Governor unveils ‘progressive’ Virginia budget: Cigarette tax ⬆️ Gas tax ⬆️ State car inspections 🚫

RICHMOND, Va. -- Virginia Governor Ralph Northam called the budget he proposed Tuesday to state lawmakers as "the most progressive in Virginia’s history." And for the first time in recent Virginia history, the commonwealth's Democratic governor will have a statehouse also controlled by Democrats.

"In November, Virginia sent a clear signal about the direction they want our Commonwealth to go. They want us to continue to build a Virginia that is welcoming and respectful of all, and a Virginia that takes care of its citizens when they need help the most," Governor Northam said. "Virginians want us to move this state forward, not back.
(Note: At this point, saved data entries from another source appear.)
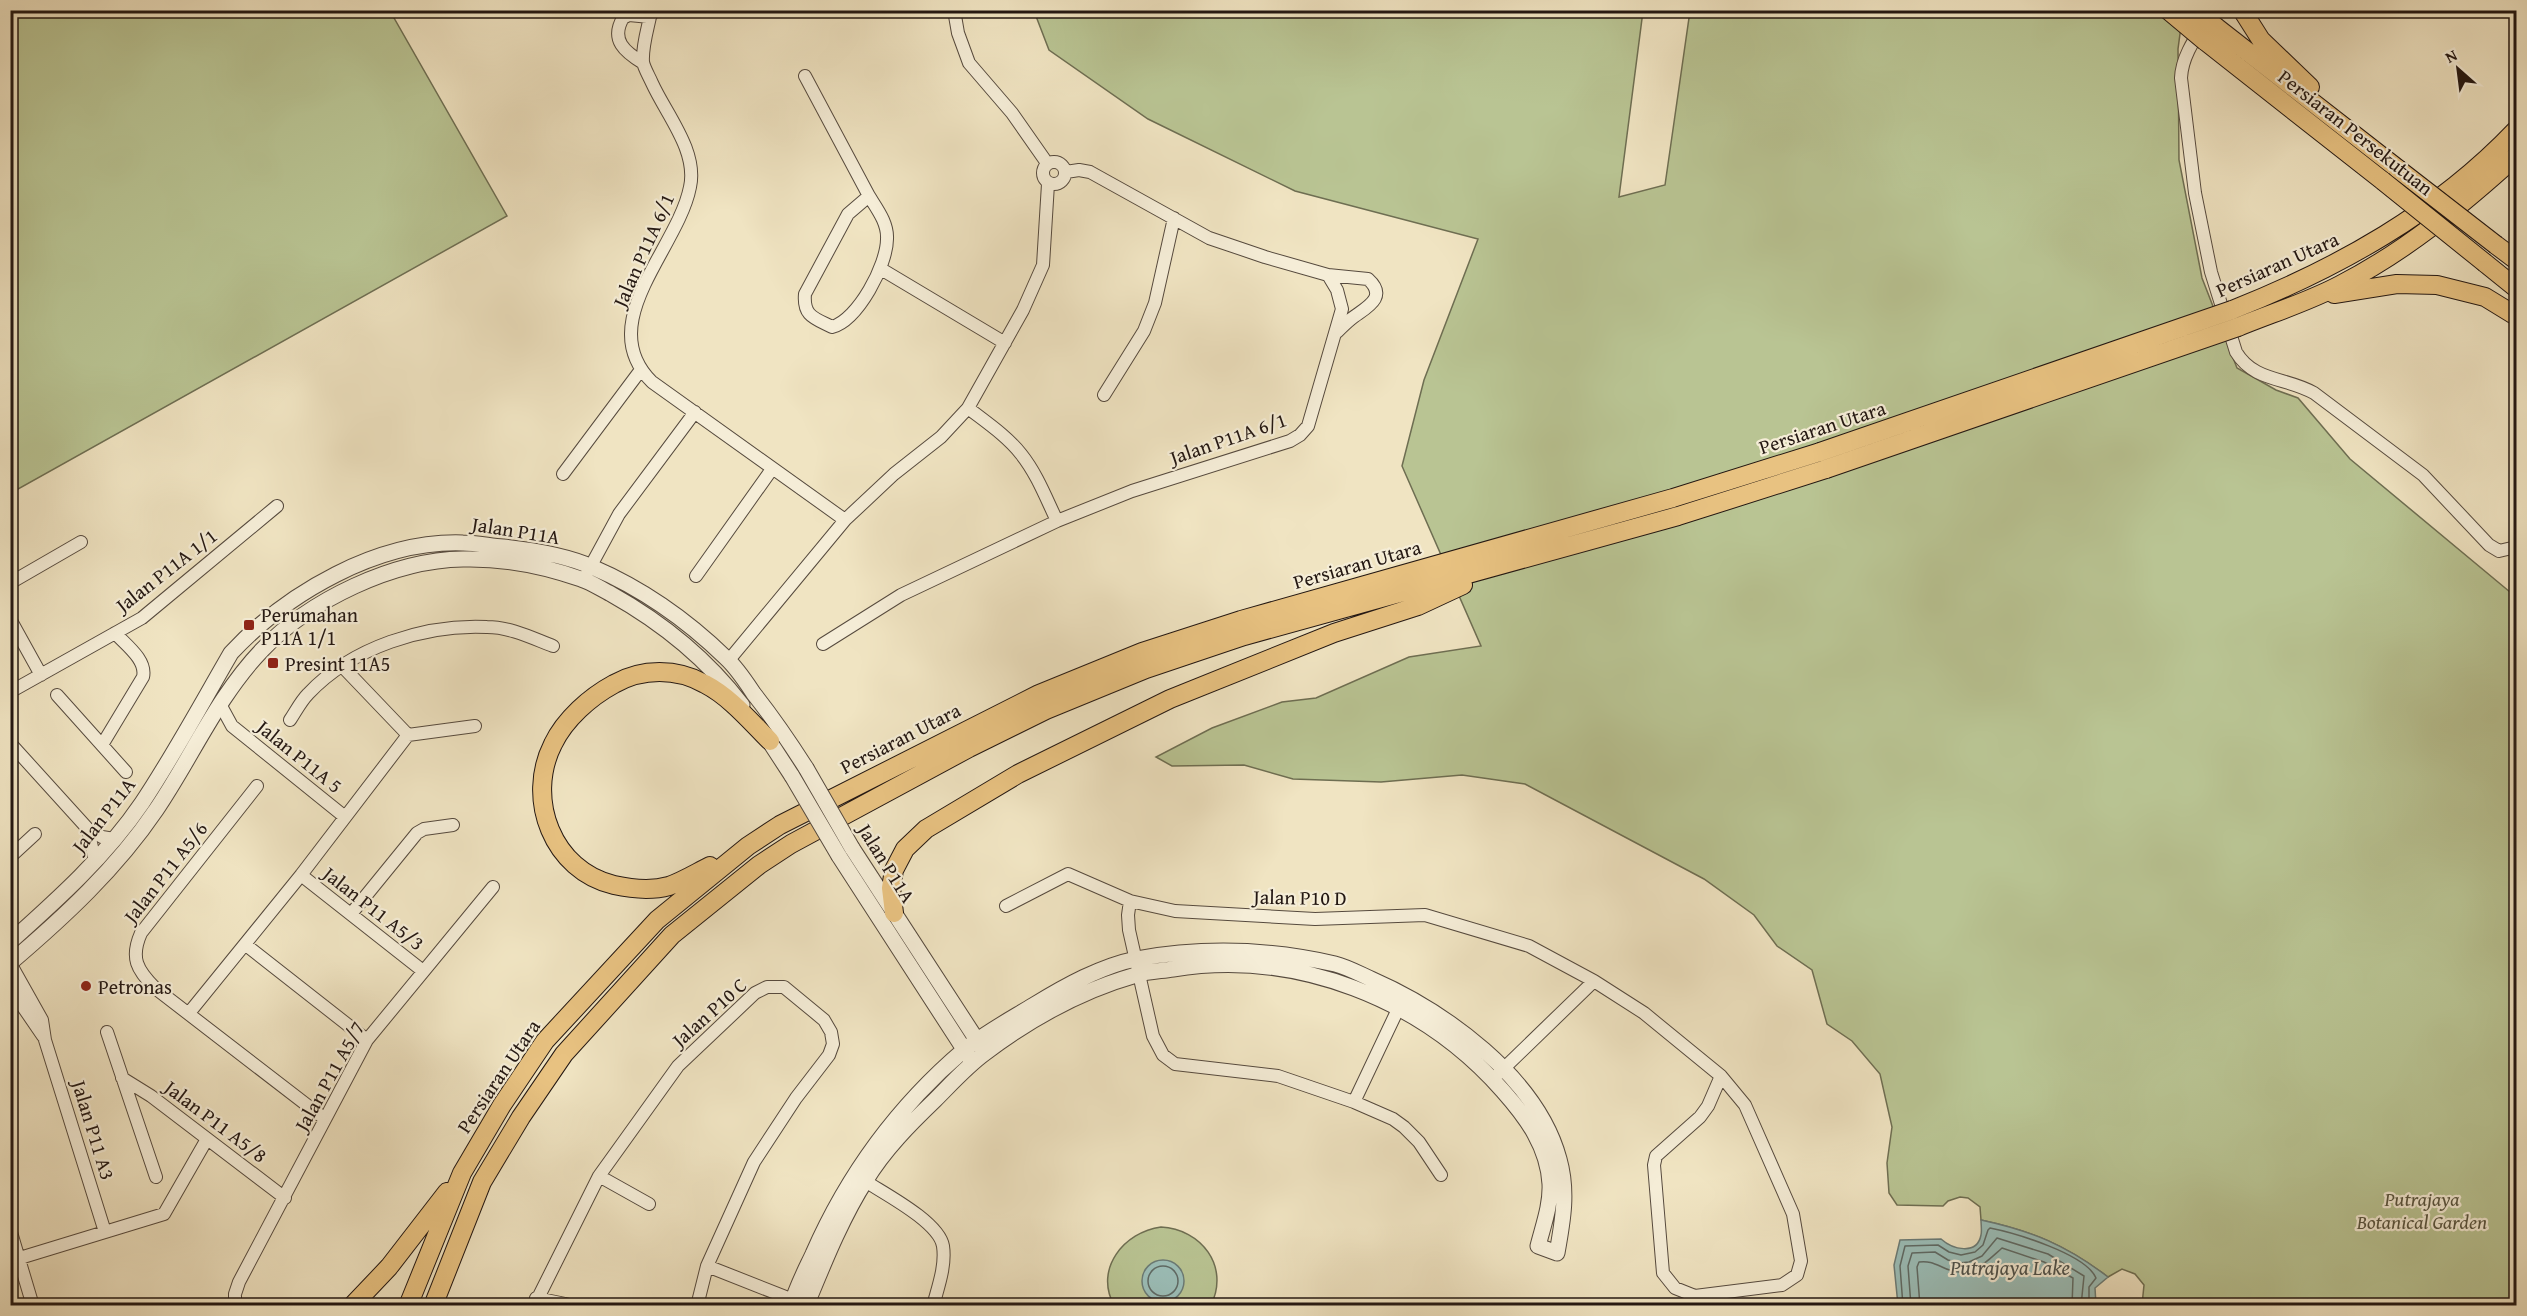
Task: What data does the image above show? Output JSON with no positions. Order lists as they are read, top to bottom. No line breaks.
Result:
{"streets":{"main road":["Persiaran Persekutuan","Persiaran Utara"],"street":["Jalan P11A 6/1","Jalan P11A","Jalan P11A 1/1","Jalan P11A 5","Jalan P11 A5/6","Jalan P10 D","Jalan P11 A5/3","Jalan P10 C","Jalan P11 A5/7","Jalan P11 A5/8","Jalan P11 A3"]},"crossings":[["Jalan P11A","Jalan P11A 5"],["Jalan P11A","Jalan P11 A3"],["Jalan P11 A5/6","Jalan P11 A5/7"],["Jalan P11 A5/3","Jalan P11 A5/7"],["Jalan P11 A5/7","Jalan P11 A5/8"]],"water":["Putrajaya Lake"],"parks":["Putrajaya Botanical Garden"],"places":{"transit":["Perumahan P11A 1/1","Presint 11A5"],"other":["Petronas"]},"north":"top left"}
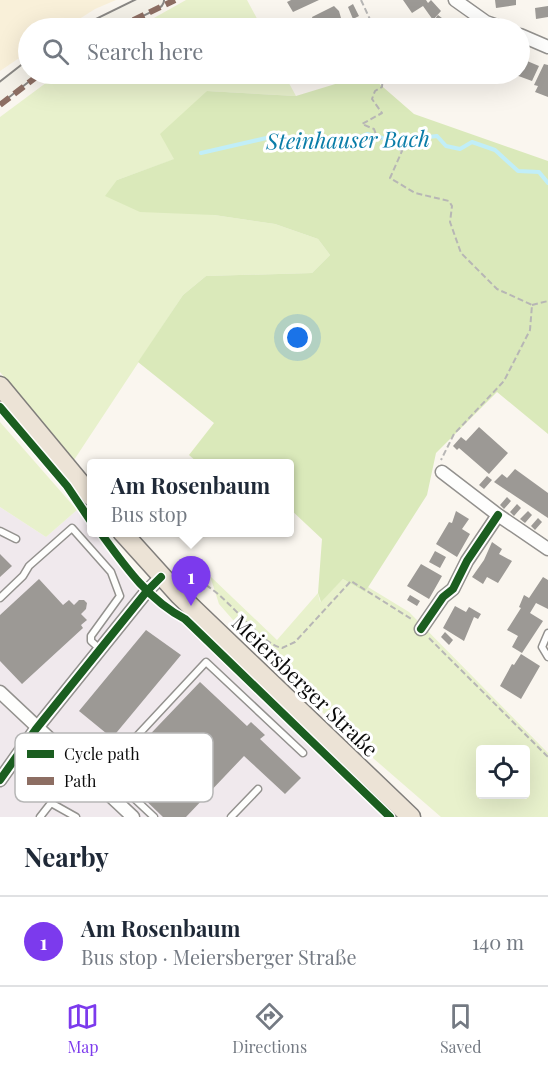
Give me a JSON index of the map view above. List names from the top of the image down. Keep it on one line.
{"streets":{"main road":["Meiersberger Straße"]},"water":["Steinhauser Bach"],"legend":["Cycle path","Path"],"page":{"search":"Search here","popup":["Am Rosenbaum","Bus stop"],"pins":"1","heading":"Nearby","list":[{"mark":"1","name":"Am Rosenbaum","note":"Bus stop · Meiersberger Straße","value":"140 m"}],"nav":["Map","Directions","Saved"]}}
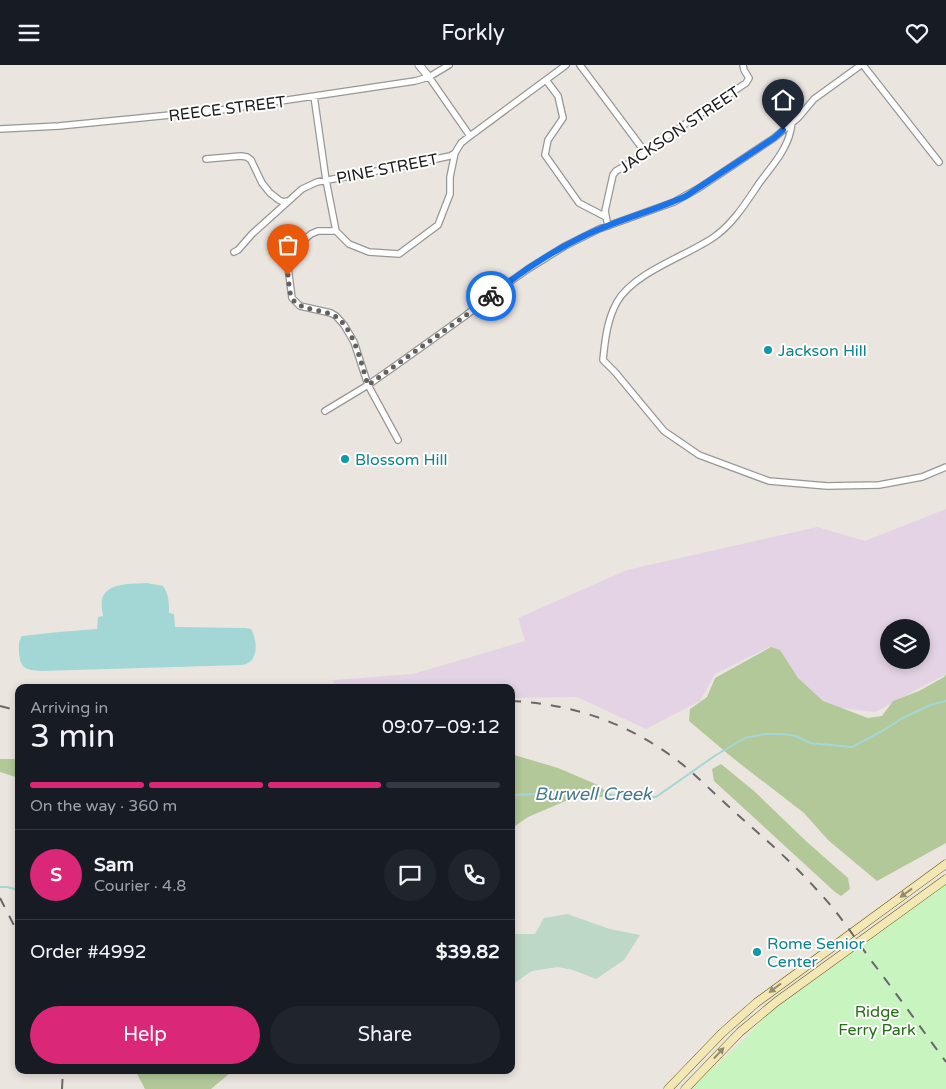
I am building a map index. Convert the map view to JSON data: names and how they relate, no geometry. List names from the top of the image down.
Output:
{
  "streets": {
    "street": ["REECE STREET", "JACKSON STREET", "PINE STREET"]
  },
  "water": ["Burwell Creek"],
  "parks": ["Ridge Ferry Park"],
  "places": ["Jackson Hill", "Blossom Hill", "Rome Senior Center"],
  "page": {
    "header": "Forkly",
    "heading": ["3 min", "Arriving in", "09:07–09:12"],
    "panel": [
      "Sam",
      "Courier · 4.8",
      "Order #4992",
      "$39.82"
    ],
    "bar": "On the way · 360 m",
    "round": "S",
    "buttons": ["Help", "Share"]
  }
}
They want a state where a child is supported in school, where we prepare for climate realities, and where people can afford to see a doctor when they need to."

Highlights of the governor's proposed budget include:

Increasing Virginia's cigarette tax by 30 cents a pack to help fund a new state-run healthcare insurance marketplace for people who aren't covered by an employer

"Smoking is the leading cause of preventable death in Virginia, and it directly causes more than $3 billion in yearly health costs in Virginia," the governor said. "Here in Virginia, we pride ourselves on being a low-tax state. But it makes no sense to cling to the bottom of the rankings for a product that costs us so much."

Increasing Virginia's gas tax 4 cents a year over three years to fund transportation infrastructure improvements

"We rely on motor fuels taxes for many of our transportation dollars. But modern vehicles use less fuel, which means that revenue isn’t keeping pace with the continuing need," the governor said. "We will raise the gas tax 4 cents a year over three years, then tie that revenue stream to inflation."

Eliminating Virginia's vehicle safety inspections

"We will eliminate vehicle safety inspections, which will save Virginians about $150 million each year," he said. "Data show that there is no connection between highway safety and these inspections. That’s why 35 other states don’t have them."

Cutting Virginia's auto registration fee in half

Creating a new tax electronic games of skill (slot machines)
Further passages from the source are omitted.